In Williams, Justice Scalia writing for the Court, assuaged an amici's concern that a statute criminalizing knowingly "advertis[ing], promot[ing], . . . an obscene visual depiction of a minor engaging in sexually explicit conduct; or . . . a visual depiction of an actual minor engaging in sexually explicit conduct" would criminalize "some advertisements for mainstream Hollywood movies that depict underage characters having sex":

We think it implausible that a reputable distributor of Hollywood movies, such as Amazon.com, believes that one of these films contains actual children engaging in actual or simulated sex on camera; and even more implausible that Amazon.com would intend to make its customers believe such a thing. The average person understands that sex scenes in mainstream movies use nonchild actors, [or] depict sexual activity in a way that would not rise to the explicit level necessary under the statute, or, in most cases, both.
553 U.S. at 289, 301-02, 128 S.Ct. 1830 (citing Br. of the Free Speech Coal. and First Amend. Lawyers Assoc. as Amici Curiae Supporting Respondent, United States v. Williams, 553 U.S. 285, 128 S.Ct. 1830, 170 L.Ed.2d 650 (2008) (No. 06-694), 2007 WL 2363264, at *9-18.) This discussion in Williams is instructive here, as it contemplates a similar child pornography statute, and Netflix is undoubtedly on the same "reputable movie distributor" playing field as Amazon.com. The Supreme Court not only considered it implausible that such a distributor would promote—or want its customers to think it were promoting—a movie including real child pornography, but also assumed that the average person would understand that sex scenes in mainstream movies do not violate this statute. If the Supreme Court assumes that average person should understand that a mainstream movie that includes sex scenes would not include child pornography, this Court thinks it is fair to assume that Mr. Babin—who has personal experience filming mainstream movies—should have reached the same conclusion. This assumption is bolstered by the fact that, to the Court's knowledge, not a single other prosecutor in the country has brought—or even sought—child pornography charges against Netflix for Cuties. And presumably, most prosecutors opted not to prosecute Netflix for Cuties without even needing to be told by Netflix's counsel that Jane Doe was not a minor when the movie was filmed. In light of the evidence before the Court at this time, and the above-mentioned considerations, the Court finds that at least one of the New Indictments were brought without any hope of obtaining a valid conviction.

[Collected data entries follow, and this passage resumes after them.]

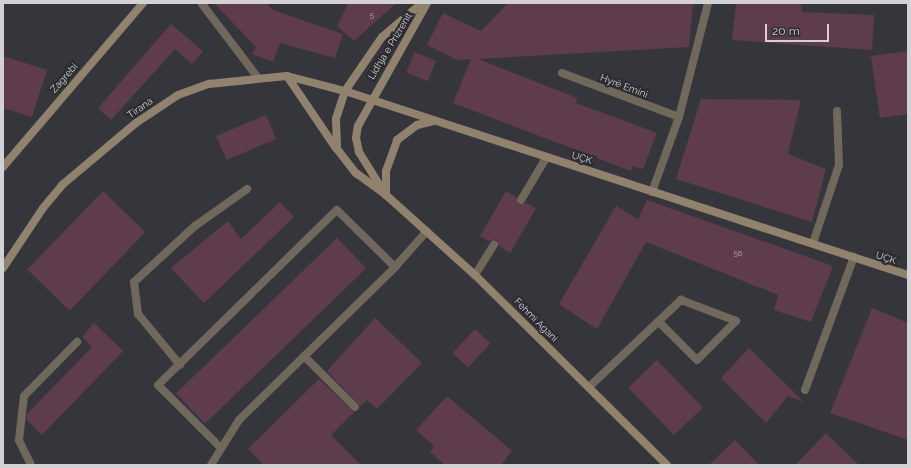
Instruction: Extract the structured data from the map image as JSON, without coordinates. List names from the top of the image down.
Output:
{
  "streets": {
    "main road": [
      "Lidhja e Prizrenit",
      "Zagrebi",
      "Tirana",
      "UÇK",
      "Fehmi Agani"
    ],
    "street": ["Hyrë Emini"]
  },
  "crossings": [
    ["Lidhja e Prizrenit", "Tirana"],
    ["Lidhja e Prizrenit", "UÇK"],
    ["Lidhja e Prizrenit", "Fehmi Agani"],
    ["Tirana", "UÇK"],
    ["Tirana", "Fehmi Agani"],
    ["UÇK", "Fehmi Agani"]
  ],
  "house_numbers": ["5", "56"],
  "scale_bar": "20 m"
}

Mr. Babin testified that he has experience on film sets and how that experience weighed into his decision to charge Netflix: "The experience I've had on film sets is typically scenes are rehearsed before they are shown. Scenes are blocked before they are shot. And actors and actresses have marks before the takes are -- before the camera rolls. The clothing that this young child is wearing here, that would be her wardrobe. That would be hanging on a coat hanger in a wardrobe department in, perhaps, a RV or some location on the set. The scenes in which this particular wardrobe is used would be labeled on this wardrobe. And all of those things I did think -- think about as I saw this scene." See Hr'g Tr. 123:11-124:2; see also School of Rock Full Cast & Crew, IMDB, https://www.imdb.com/title/tt0332379/fullcredits?ref_=tt_cl_sm (last visited Nov. 8, 2022) (listing actor Lucas Babin as the character "Spider").

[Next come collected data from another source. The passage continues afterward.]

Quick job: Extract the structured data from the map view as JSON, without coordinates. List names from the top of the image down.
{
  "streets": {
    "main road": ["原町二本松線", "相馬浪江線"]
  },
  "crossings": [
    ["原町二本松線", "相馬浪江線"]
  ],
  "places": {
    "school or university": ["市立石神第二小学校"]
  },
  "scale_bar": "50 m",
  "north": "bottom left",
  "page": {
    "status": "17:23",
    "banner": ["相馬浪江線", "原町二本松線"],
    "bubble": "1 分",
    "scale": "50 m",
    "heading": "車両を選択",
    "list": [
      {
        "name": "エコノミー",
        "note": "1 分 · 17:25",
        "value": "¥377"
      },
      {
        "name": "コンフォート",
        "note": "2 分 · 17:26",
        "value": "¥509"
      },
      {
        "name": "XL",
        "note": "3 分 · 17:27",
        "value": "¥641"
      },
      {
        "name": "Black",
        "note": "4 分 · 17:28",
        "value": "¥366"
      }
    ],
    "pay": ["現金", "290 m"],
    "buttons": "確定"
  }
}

Despite the Court's satisfaction that Netflix had established that Jane Doe was over eighteen at the time filming, Mr. Babin discounted Netflix's assurances and evidence that Jane Doe was over eighteen at the time of filming because Netflix had not produced Jane Doe's passport. See Hr'g Tr. 210:1-213:10. This does not change the Court's analysis here, however, because Mr. Babin did not know the substance of Netflix's evidence of Jane Doe's age when he declined to see it. It was not until after he brought the New Indictments, when this case came to this Court, that Netflix presented the proof of Jane Doe's age in its possession at that time. Netflix has since produced Jane Doe's passport. See [Dkt. 110].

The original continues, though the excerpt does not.